The second season of the international fantasy series Highlander: The Series, part of the Highlander franchise, consists of 22 episodes produced between 1993 and 1994. The first episode of the season aired on September 27, 1993 in broadcast syndication and the last aired on May 23, 1994. The series continues to follow the adventures of Duncan MacLeod, a 400-year-old Immortal who can only die if he is beheaded. MacLeod is involved in the Game, an ongoing battle during which all Immortals have to behead each other until only one is left.

A number of changes affected the cast as well as the co-production agreement that financed the previous season. Ratings increased, but Highlander received criticism for being too violent.
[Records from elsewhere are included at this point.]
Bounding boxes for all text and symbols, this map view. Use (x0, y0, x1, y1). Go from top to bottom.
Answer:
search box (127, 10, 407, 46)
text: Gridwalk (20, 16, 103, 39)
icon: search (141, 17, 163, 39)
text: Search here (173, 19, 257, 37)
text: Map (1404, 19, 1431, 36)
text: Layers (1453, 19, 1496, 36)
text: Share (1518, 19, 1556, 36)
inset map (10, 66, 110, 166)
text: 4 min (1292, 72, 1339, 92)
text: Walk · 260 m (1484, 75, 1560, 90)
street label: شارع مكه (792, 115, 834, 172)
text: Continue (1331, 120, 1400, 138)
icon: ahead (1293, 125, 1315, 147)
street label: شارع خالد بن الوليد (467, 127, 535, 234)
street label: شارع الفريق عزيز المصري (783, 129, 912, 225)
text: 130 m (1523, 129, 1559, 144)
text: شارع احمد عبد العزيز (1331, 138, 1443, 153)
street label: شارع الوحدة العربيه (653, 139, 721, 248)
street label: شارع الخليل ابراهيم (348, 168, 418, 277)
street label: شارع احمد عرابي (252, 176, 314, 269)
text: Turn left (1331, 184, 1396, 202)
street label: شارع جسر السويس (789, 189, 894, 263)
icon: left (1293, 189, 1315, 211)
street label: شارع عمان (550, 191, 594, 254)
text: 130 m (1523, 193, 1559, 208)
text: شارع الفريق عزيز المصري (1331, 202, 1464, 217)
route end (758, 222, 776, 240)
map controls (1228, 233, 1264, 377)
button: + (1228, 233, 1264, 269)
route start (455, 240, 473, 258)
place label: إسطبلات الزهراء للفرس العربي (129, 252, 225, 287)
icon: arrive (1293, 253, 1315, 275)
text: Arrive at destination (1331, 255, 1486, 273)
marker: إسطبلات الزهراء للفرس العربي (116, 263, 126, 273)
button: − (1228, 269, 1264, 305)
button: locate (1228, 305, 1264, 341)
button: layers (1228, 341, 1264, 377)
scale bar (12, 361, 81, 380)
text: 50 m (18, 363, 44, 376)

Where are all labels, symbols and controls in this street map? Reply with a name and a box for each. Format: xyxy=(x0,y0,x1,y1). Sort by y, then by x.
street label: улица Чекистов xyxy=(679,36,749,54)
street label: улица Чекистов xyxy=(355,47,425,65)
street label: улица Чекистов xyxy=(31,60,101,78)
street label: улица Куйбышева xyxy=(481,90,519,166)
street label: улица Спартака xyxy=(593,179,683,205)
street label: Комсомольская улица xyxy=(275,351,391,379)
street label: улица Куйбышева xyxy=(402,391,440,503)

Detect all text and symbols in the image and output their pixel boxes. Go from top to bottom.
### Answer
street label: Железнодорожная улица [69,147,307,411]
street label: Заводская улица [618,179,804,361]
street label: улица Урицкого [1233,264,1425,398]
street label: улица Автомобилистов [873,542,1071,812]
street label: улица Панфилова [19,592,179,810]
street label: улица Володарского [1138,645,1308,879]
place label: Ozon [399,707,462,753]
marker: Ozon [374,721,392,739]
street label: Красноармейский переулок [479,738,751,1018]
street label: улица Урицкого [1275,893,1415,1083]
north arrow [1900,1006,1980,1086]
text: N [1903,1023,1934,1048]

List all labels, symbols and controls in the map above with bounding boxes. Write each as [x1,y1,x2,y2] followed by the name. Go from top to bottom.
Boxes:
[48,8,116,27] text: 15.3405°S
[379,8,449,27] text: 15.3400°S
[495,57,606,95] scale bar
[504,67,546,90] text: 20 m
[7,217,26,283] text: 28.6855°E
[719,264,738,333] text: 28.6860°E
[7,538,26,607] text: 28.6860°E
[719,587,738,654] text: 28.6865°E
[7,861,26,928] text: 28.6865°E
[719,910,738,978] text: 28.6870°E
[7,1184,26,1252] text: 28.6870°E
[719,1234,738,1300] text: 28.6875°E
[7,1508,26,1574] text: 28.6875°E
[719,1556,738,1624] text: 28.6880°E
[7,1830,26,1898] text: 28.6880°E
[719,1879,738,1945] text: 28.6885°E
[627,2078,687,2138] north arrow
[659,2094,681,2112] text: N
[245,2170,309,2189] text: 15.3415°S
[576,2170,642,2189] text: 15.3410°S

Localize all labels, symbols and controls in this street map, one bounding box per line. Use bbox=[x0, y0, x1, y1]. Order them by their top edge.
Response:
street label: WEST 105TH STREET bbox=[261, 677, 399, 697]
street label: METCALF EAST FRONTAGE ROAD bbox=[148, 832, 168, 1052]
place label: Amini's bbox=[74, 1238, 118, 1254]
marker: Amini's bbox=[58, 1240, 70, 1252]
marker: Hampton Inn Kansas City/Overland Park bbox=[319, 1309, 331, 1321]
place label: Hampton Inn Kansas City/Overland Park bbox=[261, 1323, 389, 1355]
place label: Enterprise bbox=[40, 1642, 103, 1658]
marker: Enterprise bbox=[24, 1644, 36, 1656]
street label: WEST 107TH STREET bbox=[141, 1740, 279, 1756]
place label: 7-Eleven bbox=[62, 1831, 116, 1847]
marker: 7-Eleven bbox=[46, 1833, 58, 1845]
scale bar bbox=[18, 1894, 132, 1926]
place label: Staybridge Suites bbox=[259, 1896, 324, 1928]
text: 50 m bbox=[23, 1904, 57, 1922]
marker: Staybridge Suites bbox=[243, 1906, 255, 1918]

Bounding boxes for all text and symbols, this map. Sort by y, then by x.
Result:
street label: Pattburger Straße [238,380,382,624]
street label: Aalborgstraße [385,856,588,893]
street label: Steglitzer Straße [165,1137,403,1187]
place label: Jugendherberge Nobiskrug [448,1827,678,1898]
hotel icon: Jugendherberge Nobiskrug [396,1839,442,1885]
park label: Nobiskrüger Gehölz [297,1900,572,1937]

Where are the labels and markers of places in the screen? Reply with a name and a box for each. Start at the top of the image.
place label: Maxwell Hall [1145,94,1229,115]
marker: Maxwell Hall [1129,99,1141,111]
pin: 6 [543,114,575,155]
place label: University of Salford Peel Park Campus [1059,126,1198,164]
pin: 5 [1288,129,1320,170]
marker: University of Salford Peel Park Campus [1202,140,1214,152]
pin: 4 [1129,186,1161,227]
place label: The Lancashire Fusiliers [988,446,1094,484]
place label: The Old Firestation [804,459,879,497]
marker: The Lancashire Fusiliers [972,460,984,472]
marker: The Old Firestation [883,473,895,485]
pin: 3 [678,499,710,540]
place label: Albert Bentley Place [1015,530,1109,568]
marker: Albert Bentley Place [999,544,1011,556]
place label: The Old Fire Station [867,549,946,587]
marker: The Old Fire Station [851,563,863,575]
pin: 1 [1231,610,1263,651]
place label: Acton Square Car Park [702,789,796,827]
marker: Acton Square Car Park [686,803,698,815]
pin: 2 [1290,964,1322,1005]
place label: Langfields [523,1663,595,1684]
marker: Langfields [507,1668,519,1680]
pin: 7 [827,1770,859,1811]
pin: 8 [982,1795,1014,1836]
The season was released on DVD in Region 1 on July 29, 2003 by Anchor Bay Entertainment. The episodes are available on the online video on demand service Hulu, a joint venture between NBC and Fox Broadcasting Company.

Production
The first season aired earlier in the United States than elsewhere, thus in early 1993, Rysher TPE, the distributor that had sold the series to the American market, had to make a decision about financing a new season. At this point, the European partners still had not aired the first season, so the decision fell to Rysher. Willing to take the risk, Rysher announced that it would produce a second season. The France/Canada co-production agreement of the previous season was reconstituted, albeit with some different partners. Gaumont Television (France), Rysher TPE (United States) and Reteitalia (Italy) agreed to renew their participation to a new season. French leading channel TF1 was forced to cancel its participation because it was no longer legally allowed to qualify a show filmed in English as French content, and was replaced by French smaller channel M6, which was still allowed to do so. RTL Plus (Germany) and Amuse Video (Japan) were also no longer part of the co-production, but Gaumont Television president Christian Charret signed Filmline International (Canada) as a new partner. As a result of this new co-production agreement, with less wealthy partners, the budget of the season decreased from US$26.1 million the previous year to $22 million. Half of the funding came from French and other European sources; income per episode from international sales, which had reached $800,000 in the previous season, decreased as well. According to The Hollywood Reporter, pre-production started in April 1993, and filming in June the same year. Like the first season, the second season was divided into two segments; the first segment was filmed in Vancouver, British Columbia, Canada (as the fictional city of Seacouver, Washington, United States), and the second in Paris, France, to secure an acceptable share of European content as part of the co-production agreement. Creatively, the second season was intended to be more action-oriented than the first, but lead actor Adrian Paul refused to do "another kung fu series", insisting that more romance and history be brought in the scripts.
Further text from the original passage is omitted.